> _What the exercise asks_: Please copy each line below that contains the word "margin".

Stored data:
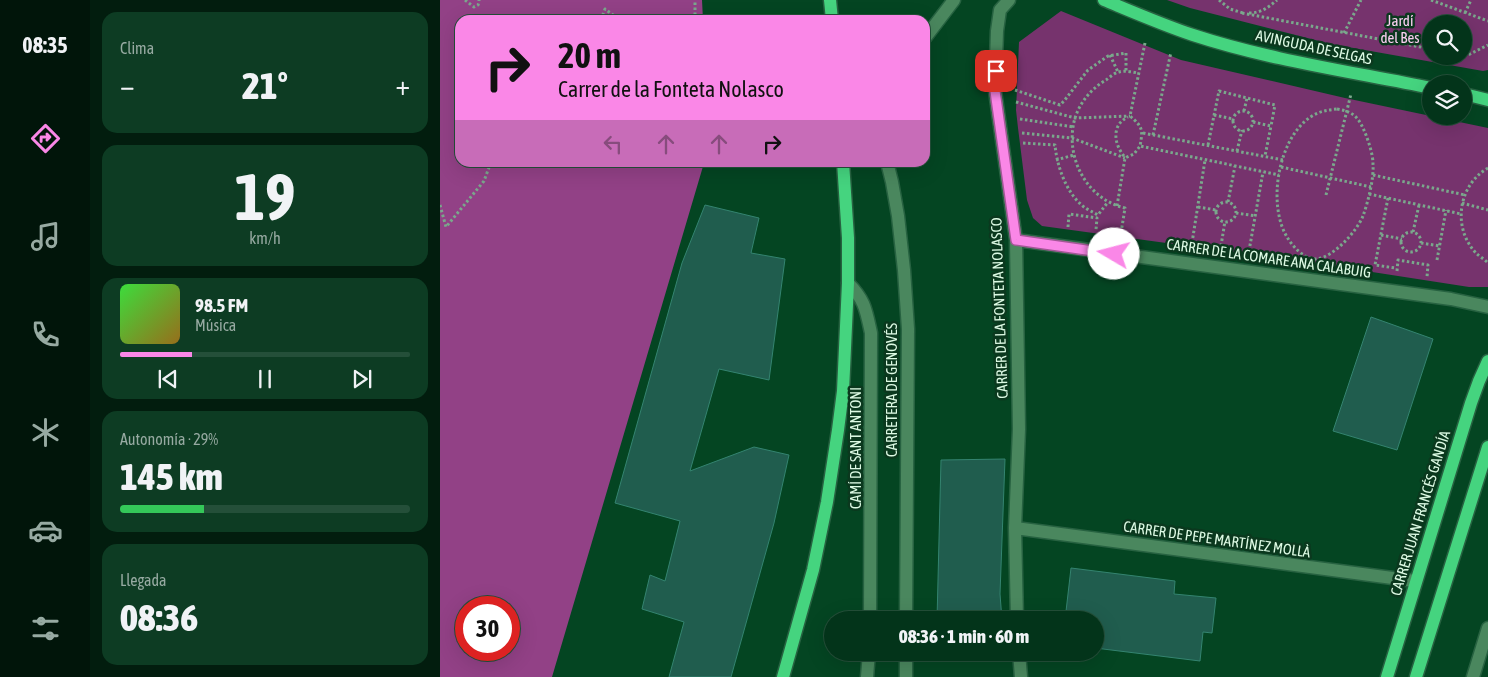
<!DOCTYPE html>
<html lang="es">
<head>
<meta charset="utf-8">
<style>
	:root { --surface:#03341a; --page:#0d3c23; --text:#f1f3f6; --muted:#97aaa2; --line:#244f39; --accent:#fa87e7 }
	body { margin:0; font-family:"Asap Condensed",sans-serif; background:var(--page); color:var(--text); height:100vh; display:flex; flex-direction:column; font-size:19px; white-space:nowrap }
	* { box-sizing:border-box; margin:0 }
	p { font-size:16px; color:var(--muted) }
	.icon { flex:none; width:28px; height:28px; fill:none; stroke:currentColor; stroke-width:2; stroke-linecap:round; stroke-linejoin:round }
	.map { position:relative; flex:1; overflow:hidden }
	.side { display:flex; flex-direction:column; gap:12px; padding:12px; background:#021d0e; width:350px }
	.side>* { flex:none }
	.banner { position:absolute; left:15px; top:15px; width:475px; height:152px; border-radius:15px; box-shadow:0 5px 20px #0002,0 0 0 1px var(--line); background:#fa87e7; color:#111; overflow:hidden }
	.controls { position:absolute; left:982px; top:15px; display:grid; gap:10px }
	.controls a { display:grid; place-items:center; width:50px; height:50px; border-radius:50%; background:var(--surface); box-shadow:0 5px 20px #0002,0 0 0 1px var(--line); font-size:25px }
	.speed { position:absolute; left:15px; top:596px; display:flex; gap:10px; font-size:25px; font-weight:700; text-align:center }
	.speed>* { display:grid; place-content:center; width:65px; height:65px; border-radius:50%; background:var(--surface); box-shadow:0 5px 20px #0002,0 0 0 1px var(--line); line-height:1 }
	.speed .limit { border:8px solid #d22; background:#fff; color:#111 }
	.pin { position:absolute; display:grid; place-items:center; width:42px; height:42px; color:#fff; margin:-21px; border-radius:10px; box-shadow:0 2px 8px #0006 }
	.me { position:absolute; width:55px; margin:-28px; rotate:278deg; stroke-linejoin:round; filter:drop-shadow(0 0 4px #0008) }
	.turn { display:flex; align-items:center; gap:18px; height:105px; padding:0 20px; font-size:22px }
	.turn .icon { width:65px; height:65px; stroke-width:2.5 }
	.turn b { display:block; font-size:35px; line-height:42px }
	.lanes { display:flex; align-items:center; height:48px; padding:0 20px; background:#0003; justify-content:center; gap:25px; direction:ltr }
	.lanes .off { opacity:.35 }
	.big { font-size:38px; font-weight:800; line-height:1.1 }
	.side .widget { flex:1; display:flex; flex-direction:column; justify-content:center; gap:8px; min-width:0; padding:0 18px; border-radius:15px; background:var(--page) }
	.side .dial { align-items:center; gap:0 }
	.dial b { font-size:65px; line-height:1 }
	.song { display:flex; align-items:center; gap:15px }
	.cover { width:60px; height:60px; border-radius:8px; background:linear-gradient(135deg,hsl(120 70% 55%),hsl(40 70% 35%)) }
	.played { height:5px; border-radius:2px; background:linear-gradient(90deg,var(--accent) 25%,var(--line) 25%) }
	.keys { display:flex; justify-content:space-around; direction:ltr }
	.heat { display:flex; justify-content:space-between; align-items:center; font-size:28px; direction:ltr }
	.charge { height:8px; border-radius:4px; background:linear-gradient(90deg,#34c759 29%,var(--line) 0) }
	.trip { position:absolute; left:384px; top:611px; width:280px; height:50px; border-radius:25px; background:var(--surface); box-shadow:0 5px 20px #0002,0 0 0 1px var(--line); font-weight:800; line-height:50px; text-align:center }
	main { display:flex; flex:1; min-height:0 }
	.tab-bar { display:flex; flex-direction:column; width:90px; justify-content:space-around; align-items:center; background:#01150a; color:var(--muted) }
	.tab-bar .icon { width:35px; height:35px }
	.tab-bar .on { color:var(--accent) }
	.tab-bar b { font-size:22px; color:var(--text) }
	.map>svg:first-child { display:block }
</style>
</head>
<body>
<main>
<nav class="tab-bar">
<b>08:35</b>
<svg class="icon on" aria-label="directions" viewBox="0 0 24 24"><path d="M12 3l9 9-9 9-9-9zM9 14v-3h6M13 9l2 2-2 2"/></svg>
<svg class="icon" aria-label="music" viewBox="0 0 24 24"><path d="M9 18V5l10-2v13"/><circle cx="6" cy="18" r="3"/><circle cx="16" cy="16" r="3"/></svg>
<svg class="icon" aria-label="phone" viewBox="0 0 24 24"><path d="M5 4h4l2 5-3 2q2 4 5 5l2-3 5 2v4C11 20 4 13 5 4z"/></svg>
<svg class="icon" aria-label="climate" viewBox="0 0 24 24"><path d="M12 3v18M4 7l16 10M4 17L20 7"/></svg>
<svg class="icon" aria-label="car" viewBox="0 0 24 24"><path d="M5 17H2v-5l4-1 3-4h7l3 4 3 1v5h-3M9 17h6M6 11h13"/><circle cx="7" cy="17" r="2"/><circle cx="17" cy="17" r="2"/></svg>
<svg class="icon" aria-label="filters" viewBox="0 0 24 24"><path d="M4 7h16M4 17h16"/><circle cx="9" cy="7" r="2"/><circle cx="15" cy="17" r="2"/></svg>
</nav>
<section class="side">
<div class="widget"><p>Clima</p>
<div class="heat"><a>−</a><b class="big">21°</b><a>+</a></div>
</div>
<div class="widget dial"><b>19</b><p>km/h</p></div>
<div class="widget">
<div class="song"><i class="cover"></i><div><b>98.5 FM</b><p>Música</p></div></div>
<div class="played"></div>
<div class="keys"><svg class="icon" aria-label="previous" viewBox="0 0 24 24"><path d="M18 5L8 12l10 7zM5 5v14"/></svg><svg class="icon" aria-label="pause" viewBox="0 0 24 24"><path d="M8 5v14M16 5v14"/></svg><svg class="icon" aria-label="next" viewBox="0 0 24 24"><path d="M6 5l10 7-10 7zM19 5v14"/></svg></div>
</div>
<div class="widget"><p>Autonomía · 29%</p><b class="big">145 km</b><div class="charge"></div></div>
<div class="widget"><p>Llegada</p><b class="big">08:36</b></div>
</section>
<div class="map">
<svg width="1048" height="677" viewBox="0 0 1048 677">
	<rect width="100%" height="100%" fill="#044522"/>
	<path fill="#76336d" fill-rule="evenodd" d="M727,0H1048V70L1043,71L891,44L750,8ZM991,24H1024V56H991Z
		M621,11L741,60L905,98L1048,128V287H1029L887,265L602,226L593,218L587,200L578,128L576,110L579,42Z"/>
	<path fill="#924186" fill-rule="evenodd" d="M0,0H262L263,20H20V162L264,163L112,677H0ZM26,608H69V650H26Z"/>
	<path fill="#205d4e" stroke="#348470" d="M265,205L319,218L311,253L345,259L329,380L279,369L250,471L314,447L349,455L334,523L291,677H229L244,622L202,609L210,575L225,581L240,521L175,503L242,263Z
		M931,317L993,339L957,450L893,431Z
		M565,459L560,594L562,620H497L501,460Z
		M631,568L735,581L734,594L776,598L772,633L763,632L760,661L655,648V620H625Z"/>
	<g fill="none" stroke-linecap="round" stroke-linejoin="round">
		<g stroke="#276241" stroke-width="15">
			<path id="minor" d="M569,0L560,10L557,31L555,91L576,240L579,429L575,528L577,620
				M485,38L514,0
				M447,162L452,182L458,216L464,270L468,329L466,620
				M576,240L1011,299L1048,307
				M408,283C425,300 426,310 431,333L430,620
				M575,528L975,581
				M466,652V677
				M579,652L581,677
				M427,677L429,652
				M1033,677L1048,628"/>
		</g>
		<g stroke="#276241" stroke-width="15">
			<path id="major" d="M390,0L392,20
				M664,0C693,12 723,25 753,35C829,60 913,72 991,88
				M1024,94L1048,100
				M343,677L373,570L387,502L398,430L403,391L408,283V238L403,162
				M947,677L1031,403L1039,381L1048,361
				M976,677L1048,447"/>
		</g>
		<path stroke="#7aa88c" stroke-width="3" stroke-dasharray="2.5 2.5" stroke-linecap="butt" d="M25,0L34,7L38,5L39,2V0
			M779,0L790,9L803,13
			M991,0L1048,21
			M802,13L991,49
			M809,13C821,13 829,7 837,0
			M1025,13L1031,0
			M161,20L165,9L180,20
			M255,20V0
			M904,33L921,0
			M705,43L690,116C703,127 703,130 700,146L839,175
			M1024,54L1028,55L1048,45
			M670,55L678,72
			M575,90L620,105L624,101L648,70L668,56L686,53V72
			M576,102L635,118L690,116
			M897,109C915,112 919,118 926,135C929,143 933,155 933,164C934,179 928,202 923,216C917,231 893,258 876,259C864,259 853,247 847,237C827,204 838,137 872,116C880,111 888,110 897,109Z
			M804,111L807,98
			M793 121a10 10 0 1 1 20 0a10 10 0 1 1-20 0Z
			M774,115L793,119
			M580,119L634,127
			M813,122L831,126L825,156
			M582,133L632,138L685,158
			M703,133L843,160
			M713,135L731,52
			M583,143L615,145C617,166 626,193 644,207C648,210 653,212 658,215L668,202
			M768,145L779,91L835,105L831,126
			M797,151L802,130
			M684,156C674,144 671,125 688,117
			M616,160L634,155
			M841,167L931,187
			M1048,168C1018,185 1012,228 1036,253C1039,256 1044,259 1048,263
			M933,175L1025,195
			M929,194L1021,214
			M886,195L911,94
			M948,198L935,265L955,268
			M788,202L795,166
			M776 212a10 10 0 1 1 20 0a10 10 0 1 1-20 0Z
			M1022,203L1048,210
			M0,205L6,227L44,181L51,162
			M677,206L685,158L694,154L700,146
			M758,207L776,210
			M796,213L816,216
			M628,227L629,214L657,218L656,230
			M973,232L979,205
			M961 242a10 10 0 1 1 20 0a10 10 0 1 1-20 0Z
			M681,233L685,208C646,199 624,156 635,118C640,102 652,88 666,80C670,77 674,73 679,72C684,70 692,72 698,73
			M941,235L962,239
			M752,243L765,160
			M981,243L1000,246
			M781,246L785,221
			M809,251L823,172
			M997,260L1006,210
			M957,271L958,260L988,265L987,277"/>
		<use href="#minor" stroke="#4a875e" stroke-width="12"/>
		<use href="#major" stroke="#45d47f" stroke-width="12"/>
	</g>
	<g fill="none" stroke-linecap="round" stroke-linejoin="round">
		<g stroke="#a25896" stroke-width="12">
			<path id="route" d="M556,71L555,91L576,240L674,254"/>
		</g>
		<use href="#route" stroke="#fa87e7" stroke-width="9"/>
	</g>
	<g text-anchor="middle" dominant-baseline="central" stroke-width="5" stroke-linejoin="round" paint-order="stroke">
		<g font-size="15" fill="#fccff3" stroke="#0b381e">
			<text x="960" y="20">Jardí<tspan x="960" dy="17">del Bes</tspan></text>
		</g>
		<g font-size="15" fill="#ddfae4" stroke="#0b381e">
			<text transform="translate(874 47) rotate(12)">AVINGUDA DE SELGAS</text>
			<text transform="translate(829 258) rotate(8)">CARRER DE LA COMARE ANA CALABUIG</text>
			<text transform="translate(559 308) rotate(-92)">CARRER DE LA FONTETA NOLASCO</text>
			<text transform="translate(451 390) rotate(-90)">CARRETERA DE GENOVÉS</text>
			<text transform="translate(415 448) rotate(-90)">CAMÍ DE SANT ANTONI</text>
			<text transform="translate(980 513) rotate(-73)">CARRER JUAN FRANCÉS GANDÍA</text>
			<text transform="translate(777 539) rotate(8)">CARRER DE PEPE MARTÍNEZ MOLLÀ</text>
		</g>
	</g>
</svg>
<div class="controls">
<a><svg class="icon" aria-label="search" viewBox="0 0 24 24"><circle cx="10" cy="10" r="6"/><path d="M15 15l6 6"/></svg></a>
<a><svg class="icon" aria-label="layers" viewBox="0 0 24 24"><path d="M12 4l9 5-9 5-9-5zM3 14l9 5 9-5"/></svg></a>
</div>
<div class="speed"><div class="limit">30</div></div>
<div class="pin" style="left:556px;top:71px;background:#d93025"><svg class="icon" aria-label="arrive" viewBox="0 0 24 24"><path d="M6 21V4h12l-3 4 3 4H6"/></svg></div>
<svg class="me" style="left:674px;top:254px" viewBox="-20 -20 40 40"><circle r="19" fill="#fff"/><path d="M0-13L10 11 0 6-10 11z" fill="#fa87e7"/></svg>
<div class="trip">08:36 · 1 min · 60 m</div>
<div class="banner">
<div class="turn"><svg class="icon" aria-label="right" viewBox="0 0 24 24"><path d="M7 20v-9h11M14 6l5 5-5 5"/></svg><div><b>20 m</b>Carrer de la Fonteta Nolasco</div></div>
<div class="lanes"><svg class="icon off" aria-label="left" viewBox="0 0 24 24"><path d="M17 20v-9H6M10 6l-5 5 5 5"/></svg><svg class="icon off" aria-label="ahead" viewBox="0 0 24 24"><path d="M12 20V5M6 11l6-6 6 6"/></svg><svg class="icon off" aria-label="ahead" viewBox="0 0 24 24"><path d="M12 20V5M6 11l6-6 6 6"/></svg><svg class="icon" aria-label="right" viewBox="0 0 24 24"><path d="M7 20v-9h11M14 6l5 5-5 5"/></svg></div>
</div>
</div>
</main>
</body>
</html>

> _Answer for this exercise_:
	body { margin:0; font-family:"Asap Condensed",sans-serif; background:var(--page); color:var(--text); height:100vh; display:flex; flex-direction:column; font-size:19px; white-space:nowrap }
	* { box-sizing:border-box; margin:0 }
	.pin { position:absolute; display:grid; place-items:center; width:42px; height:42px; color:#fff; margin:-21px; border-radius:10px; box-shadow:0 2px 8px #0006 }
	.me { position:absolute; width:55px; margin:-28px; rotate:278deg; stroke-linejoin:round; filter:drop-shadow(0 0 4px #0008) }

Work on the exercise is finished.